I am prone to nypos (night time hypos). I always have been. I've mentioned before that Ryan wakes me up every night despite me begging him to turn off that goddamn 1:30am alarm. For a few nights I was hitting the low 2's (40's). Usually before the alarm and often and again at about 5am. Super annoying.
Then I hit 1.9mmol/l (34mg/dl) at about 12:30am. It was literally only 90mins after falling asleep. Blood. Sugar. Massive. TANKAGE. I usually use honey at those kind of lows because chewing is just stupid.
A few days later I hit a 1.7mmol/l (30mg/dl) again at 12:30am. This one was so bad I can't even...
Why am I not waking up like I used to?!
I got to the kitchen, found honey, swallow, stumble to couch, pass out. I rolled over and crawled back into bed at 2:30am and was only up to 4.8mmol/l (86mg/dl). Holy fuck. Did you read that? 2 hours to get to 4.8... At this time I was so sick and nauseous I took half a gravol and hoped to science I didn't tank again. I was terrified to go back to sleep and more terrified taking Gravol because it knocks me out so hard.
I knew what was coming for me! Does anyone else get this shit?
A bad low like that means that I am going to wake up 100% with a fucking hangover from hell. It happens all the time now and often during the daytime lows too just not as bad. Sugar upsets my stomach in a disgusting way. It makes me so sick I can't even describe the discomfort. What saves my life makes me want to kill myself over and over in a torturous murdering way. I HATE SUGAR! It's a cruel joke that brings tears to my eyes.
When I woke up to go to work in a gravol-induced haze I rolled over and took a Zofran and Advil and laid there. This is how I start my days when this happens. I don't waste my time with bringing much of a lunch to work and certainly don't waste my loving efforts on my breakfast smoothie. What's the point? it's just going to spoil. Bananas and rice cakes it is. Off to work I went. It wasn't until 1pm that I attempted to eat anything. I still rode my bike to work albeit slow as fuck because I'm so tired of something like this making me drive. I worked for hours trying to hide the hideousness that was going on inside my head and body. I was wrecked from lack of sleep and damn well nearly coma'ing. I've gotten so fucking good at putting on a face.

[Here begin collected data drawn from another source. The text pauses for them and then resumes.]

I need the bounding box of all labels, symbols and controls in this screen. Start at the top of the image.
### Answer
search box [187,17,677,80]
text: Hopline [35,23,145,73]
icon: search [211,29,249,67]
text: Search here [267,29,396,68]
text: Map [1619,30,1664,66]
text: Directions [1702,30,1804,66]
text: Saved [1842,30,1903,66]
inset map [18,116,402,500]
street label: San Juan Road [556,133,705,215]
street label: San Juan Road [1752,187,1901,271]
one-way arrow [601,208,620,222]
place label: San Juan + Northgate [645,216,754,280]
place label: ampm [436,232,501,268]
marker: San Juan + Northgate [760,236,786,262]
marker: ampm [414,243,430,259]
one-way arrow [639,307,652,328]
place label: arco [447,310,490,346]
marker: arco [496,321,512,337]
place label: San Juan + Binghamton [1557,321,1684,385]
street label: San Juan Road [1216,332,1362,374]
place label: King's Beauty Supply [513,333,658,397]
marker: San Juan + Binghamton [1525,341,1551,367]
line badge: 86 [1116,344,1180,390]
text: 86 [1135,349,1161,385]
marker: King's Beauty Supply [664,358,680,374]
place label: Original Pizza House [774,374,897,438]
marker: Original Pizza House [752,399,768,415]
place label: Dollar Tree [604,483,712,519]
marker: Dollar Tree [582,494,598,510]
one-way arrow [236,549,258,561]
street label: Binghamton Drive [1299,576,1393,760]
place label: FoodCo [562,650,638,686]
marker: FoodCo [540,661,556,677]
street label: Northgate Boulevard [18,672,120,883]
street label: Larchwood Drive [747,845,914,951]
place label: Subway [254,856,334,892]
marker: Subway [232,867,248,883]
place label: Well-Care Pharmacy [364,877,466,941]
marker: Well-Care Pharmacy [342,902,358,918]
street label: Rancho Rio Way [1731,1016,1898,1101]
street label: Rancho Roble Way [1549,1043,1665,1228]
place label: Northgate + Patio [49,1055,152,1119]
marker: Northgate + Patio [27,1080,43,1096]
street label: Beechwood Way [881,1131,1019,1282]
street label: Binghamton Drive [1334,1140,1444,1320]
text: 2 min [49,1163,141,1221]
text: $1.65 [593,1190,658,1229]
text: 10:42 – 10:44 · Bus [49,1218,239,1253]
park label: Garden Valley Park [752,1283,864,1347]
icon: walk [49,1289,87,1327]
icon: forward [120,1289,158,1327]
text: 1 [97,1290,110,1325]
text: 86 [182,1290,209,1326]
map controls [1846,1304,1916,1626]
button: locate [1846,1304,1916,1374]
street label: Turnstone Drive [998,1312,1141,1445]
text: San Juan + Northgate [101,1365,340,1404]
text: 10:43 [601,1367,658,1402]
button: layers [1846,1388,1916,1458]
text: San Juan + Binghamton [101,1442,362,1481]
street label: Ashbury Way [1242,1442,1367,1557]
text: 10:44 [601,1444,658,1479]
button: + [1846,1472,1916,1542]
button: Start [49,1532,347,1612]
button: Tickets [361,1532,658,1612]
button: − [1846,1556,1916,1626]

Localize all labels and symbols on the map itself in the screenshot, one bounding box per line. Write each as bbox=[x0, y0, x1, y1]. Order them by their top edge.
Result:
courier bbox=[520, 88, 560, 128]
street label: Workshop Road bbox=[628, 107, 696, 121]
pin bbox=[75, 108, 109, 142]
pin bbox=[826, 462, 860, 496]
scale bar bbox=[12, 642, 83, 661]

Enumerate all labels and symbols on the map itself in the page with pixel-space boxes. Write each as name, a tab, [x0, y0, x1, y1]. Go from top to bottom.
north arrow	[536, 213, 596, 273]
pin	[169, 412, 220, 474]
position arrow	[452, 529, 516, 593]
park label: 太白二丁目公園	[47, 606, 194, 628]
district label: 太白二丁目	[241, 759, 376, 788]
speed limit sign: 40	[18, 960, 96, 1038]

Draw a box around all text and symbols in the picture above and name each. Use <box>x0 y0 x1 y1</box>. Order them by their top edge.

Advil and Zofran. Magical mystery buddies
I spent the day taking Zofran and Advil every few hours. This is how I've learned to get through the day. It's the only way I can function.
Is it the sugar? is it the low? What the fuck is it that makes me so bloody hungover beyond words? I wish desperately to call in sick but if I called in sick every time I'd probably get fired.
Some days I am working through the worst hangovers that you can't even imagine and you'd never even know.
The next few days I was afraid to sleep. I started setting a 12:30am alarm since that seemed to be the magical hellish hour. I was setting 3 alarms a night out of fear.
I don't know if it was just that week or what. Knowing what I know about diabetes I guess the fucking planets were aligned. They were aligned to try and murder me in my sleep. Thanks diabetes.
For the record, No, I don't have a continuous glucose monitor. Well, I still have my old Medtronic one but it's obsolete and only integrated with my old pump. Yes, I wish I had a cgm. No, I can't afford it out-of-pocket and no, insurance will not cover it. So yes, I have no other option.
Now I have to beg my Doc to write me a somewhat permanent script for Zofran even though she refused last time because it's the only thing I can take that allows me to function.